In this fast-paced world where the ink on movie posters dries up before it has time to shine, lie buried treasures like this 1978 movie, The Silent Partner.
The hero of this strange crime epic is an ordinary clerk, Miles Cullen, an ordinary man who is not particularly smart, handsome, or brave.
During the Christmas season, his days go by one like the other, courting a beautiful colleague while children bore their parents to buy gifts in the mall where the bank is.
Until he gets a strange receipt with threats and realizes the author is a dangerous criminal, Harry Reikle, planning to rob the bank the next day disguised as Santa Claus.
The clerk thus decides to profit by hiding $50,000 in his business suitcase and then making it look like it vanished along with the loot.
Reikle robs the bank, but Cullen sets off the alarm through a spring hidden among the cash register bills, so the criminal must flee while guards shoot at him.
The heist was a failure, having taken a considerable risk for a few hundred dollars, yet he realizes from the television news the clerk has swiped a large share of the money.
So he begins harassing him with phone calls and break-ins at his home, warning Cullen he will kill him if he does not split the $50,000.
After the umpteenth unwelcome visit in the middle of the night, the timid clerk becomes brave and follows the criminal to the dingy apartment where he lives.
He later manages to get him arrested with an anonymous phone call, framing him by parking a stolen car in front of his house.
Although Reikle ends up in jail on a serious charge, for Cullen, the problems will still only be just beginning.
Checkmate in the Old Noir School
In this late 1970s noir classic, two talented directors masterfully drive the narrative.
Daryl Duke, who would later establish a solid career in television, and Curtis Hanson, who would continue into the world of cinema, making such successful thrillers as L.A. Confidential, The River Wild, and Bad Influence.
The Silent Partner is a noir thrown back into the 1978 era, an old-school crime movie where, however, there are no private detectives or femme fatale in exotic locations.
Instead, the bright and colorful mall setting creates an intriguing contrast between ordinary everyday banality and the dark moods typical of these cinematic genres.
Building on Anders Bodelsen‘s excellent novel Thing of a Number., the filmmakers’ skill always keeps the tension alive between the two protagonists, whom I would not strictly divide into the roles of good or bad.
It’s no accident the camera very often stops on the chessboard in the clerk’s house, highlighting how the story is a twisted chess game between two unscrupulous men.

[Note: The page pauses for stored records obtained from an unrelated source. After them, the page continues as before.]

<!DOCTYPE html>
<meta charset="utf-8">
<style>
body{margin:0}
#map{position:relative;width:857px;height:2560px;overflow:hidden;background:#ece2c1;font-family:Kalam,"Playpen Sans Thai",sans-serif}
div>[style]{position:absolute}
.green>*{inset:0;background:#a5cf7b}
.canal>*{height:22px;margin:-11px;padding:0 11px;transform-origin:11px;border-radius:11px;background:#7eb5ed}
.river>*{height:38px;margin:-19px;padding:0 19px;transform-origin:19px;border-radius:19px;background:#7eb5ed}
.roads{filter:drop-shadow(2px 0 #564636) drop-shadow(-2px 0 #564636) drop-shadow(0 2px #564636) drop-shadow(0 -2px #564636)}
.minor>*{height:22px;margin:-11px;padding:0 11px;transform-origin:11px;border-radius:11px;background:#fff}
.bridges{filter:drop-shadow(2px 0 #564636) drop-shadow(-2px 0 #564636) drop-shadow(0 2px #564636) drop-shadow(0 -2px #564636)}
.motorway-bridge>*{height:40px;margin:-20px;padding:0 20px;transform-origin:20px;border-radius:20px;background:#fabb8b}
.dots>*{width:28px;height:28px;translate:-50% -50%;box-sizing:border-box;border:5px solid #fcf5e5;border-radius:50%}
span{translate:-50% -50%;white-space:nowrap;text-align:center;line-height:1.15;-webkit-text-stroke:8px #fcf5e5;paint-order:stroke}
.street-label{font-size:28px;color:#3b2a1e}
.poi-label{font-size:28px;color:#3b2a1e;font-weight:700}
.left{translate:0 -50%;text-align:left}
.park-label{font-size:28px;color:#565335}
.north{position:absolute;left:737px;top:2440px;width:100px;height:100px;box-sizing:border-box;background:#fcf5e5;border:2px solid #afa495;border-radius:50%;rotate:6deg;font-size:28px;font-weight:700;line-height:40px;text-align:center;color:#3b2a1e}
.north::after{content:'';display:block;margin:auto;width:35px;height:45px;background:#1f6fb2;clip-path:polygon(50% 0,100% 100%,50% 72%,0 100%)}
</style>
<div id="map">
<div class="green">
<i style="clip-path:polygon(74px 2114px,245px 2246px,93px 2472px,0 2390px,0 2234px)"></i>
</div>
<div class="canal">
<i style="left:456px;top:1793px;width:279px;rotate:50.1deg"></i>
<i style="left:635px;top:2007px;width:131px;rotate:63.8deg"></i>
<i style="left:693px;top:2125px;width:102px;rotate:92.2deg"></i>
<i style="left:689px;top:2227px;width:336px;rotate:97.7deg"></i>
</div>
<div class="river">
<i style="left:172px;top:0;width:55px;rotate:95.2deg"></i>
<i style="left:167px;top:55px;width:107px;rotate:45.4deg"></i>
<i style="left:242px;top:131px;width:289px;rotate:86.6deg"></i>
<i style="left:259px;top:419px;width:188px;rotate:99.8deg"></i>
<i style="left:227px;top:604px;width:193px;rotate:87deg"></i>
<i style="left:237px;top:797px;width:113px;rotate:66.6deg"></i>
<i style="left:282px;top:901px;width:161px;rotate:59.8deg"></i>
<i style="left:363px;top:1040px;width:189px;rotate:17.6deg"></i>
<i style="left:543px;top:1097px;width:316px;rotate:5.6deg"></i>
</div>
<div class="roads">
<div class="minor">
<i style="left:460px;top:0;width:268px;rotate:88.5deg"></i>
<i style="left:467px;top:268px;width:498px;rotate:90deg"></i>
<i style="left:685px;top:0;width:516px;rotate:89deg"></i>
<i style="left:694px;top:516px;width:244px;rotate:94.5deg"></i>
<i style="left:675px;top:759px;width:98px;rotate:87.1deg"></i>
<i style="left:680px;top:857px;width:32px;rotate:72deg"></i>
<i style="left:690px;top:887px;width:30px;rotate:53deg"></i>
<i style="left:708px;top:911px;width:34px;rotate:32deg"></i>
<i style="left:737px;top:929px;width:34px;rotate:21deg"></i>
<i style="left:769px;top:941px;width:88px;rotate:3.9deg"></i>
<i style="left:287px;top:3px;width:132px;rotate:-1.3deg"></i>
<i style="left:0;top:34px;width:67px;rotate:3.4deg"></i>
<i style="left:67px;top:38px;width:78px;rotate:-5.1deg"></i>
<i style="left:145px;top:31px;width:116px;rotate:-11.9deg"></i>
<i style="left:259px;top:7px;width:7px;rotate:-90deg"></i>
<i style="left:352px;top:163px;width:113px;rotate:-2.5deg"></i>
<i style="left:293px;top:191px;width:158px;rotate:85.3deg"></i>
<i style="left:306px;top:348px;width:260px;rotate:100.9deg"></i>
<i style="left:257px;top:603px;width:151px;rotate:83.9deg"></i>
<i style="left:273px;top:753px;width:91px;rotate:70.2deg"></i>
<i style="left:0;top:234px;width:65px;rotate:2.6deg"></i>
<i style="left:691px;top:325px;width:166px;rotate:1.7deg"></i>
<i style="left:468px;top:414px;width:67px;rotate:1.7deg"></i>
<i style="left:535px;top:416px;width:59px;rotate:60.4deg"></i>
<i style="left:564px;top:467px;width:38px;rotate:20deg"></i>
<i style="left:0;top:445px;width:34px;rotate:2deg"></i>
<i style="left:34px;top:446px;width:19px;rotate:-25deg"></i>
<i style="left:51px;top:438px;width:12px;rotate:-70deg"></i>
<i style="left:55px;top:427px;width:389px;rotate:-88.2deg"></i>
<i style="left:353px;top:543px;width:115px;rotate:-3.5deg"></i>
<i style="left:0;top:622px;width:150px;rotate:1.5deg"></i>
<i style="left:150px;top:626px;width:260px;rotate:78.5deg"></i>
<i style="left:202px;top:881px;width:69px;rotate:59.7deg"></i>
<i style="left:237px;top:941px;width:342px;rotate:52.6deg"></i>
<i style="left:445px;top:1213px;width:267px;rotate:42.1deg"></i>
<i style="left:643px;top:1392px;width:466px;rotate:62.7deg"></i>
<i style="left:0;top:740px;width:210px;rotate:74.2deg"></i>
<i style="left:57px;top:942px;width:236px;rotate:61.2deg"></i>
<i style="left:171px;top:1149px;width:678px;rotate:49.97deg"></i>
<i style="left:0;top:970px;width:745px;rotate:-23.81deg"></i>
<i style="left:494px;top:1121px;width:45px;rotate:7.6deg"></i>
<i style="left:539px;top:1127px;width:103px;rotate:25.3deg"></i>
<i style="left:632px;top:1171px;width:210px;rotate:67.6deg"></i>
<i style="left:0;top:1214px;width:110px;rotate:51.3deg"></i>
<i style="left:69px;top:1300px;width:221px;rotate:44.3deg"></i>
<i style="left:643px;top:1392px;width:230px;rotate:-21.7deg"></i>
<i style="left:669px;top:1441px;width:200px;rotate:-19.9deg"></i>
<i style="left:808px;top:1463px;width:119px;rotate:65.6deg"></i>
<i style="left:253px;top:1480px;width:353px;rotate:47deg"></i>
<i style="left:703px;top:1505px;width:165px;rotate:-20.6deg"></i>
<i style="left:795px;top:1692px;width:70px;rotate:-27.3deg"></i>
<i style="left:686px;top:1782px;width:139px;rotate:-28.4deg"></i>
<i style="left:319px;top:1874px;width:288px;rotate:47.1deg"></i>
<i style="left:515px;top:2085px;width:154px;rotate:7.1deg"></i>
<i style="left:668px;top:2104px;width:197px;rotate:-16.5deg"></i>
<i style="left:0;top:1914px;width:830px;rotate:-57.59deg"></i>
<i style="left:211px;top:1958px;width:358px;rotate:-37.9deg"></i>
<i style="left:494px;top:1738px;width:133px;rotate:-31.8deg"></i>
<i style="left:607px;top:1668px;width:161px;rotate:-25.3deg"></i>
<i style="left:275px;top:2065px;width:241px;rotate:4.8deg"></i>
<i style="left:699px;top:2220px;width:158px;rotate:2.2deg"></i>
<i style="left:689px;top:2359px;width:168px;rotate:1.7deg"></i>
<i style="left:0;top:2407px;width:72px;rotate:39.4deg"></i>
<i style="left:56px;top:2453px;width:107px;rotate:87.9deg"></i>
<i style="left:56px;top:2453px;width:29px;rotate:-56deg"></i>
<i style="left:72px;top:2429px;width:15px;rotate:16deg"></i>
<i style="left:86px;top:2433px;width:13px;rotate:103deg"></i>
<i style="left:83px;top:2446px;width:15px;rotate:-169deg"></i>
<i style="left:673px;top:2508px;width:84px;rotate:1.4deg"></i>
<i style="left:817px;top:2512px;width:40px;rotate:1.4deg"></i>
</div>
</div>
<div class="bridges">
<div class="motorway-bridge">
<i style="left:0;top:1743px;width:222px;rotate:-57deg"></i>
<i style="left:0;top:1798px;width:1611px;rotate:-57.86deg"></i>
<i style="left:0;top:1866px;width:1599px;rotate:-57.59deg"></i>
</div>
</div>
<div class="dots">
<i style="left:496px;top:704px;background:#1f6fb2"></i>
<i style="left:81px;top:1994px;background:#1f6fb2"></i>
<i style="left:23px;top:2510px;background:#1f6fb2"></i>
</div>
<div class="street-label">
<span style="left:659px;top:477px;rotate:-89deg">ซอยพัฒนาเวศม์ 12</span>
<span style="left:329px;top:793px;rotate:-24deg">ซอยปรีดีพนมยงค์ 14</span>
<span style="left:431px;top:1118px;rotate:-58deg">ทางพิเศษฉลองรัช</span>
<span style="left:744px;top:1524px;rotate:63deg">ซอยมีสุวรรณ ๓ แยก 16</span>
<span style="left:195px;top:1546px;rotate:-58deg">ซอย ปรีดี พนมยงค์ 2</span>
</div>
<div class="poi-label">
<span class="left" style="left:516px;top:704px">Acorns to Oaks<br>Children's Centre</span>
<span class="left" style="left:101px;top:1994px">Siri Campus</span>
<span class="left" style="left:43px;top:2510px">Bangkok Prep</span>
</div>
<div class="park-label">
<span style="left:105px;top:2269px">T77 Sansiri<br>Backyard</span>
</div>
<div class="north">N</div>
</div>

Indeed, although the criminal is a violent murderer, even the bank clerk cannot be considered a saint.
During this dangerous rivalry, other people end up involved, and both the criminal and the bank clerk do not hesitate to erase their guilt evidence and, when necessary, even make dead bodies disappear.
Each manipulates a woman to achieve their goals, although both will get a surprise discovering these beautiful ladies are more intelligent than they thought.
Although, at times, the tone verges on the romantic comedy, we also have several nude scenes giving the story more adult sexuality.
To sum up, we have a movie that perfectly holds up to the test of time, also because of the excellent cast we will discuss in a moment.
Dear old 70s Cinema Faces
Complementing the excellent movie direction and story of the original novel, The Silent Partner also features a fantastic cast of glorious 1978 actors whose careers extend well beyond that cinematic period.
Elliott Gould is a quirky and original protagonist, ambiguously playing the seemingly harmless Miles Cullen.
Indeed, we are only sometimes on this character’s side, and many of his choices are undoubtedly questionable.
However, we admire the courage of this humble employee who, for once in his life, steps out of his comfort zone to risk it all.
Better still, we can appreciate the brilliant ease with which he responds blow by blow to the assaults of the criminal Harry Reikle, superbly played by the great Christopher Plummer.
On the surface, even this character might seem like the classic unstoppable villain, a stereotype of evil and sadistic violence.
Listening to his words, we can also understand his point of view. After all, he has a point in blaming the hypocrisy on Miles, now a criminal as well, once he robs the bank where he works.
As the story progressed and their hostility became irreversible, I couldn’t help but wonder what would have happened if these two characters had worked together.
Miles’ intelligence and Reikle’s relentless tenacity could make an unstoppable pair of buddy criminals, although, of course, mine remains an impossible wish to fulfill.
Finally, let’s not forget the essential female side of this noir, with innocent blond Susannah York playing Julie Carver, the somewhat naïve (but not too much) co-worker constantly wooed and pushed away by Miles.
Meanwhile, on the criminal’s side is the sexy Céline Lomez as the (fake) nurse Elaine seeking the loot on Reikle’s behalf while he’s in jail.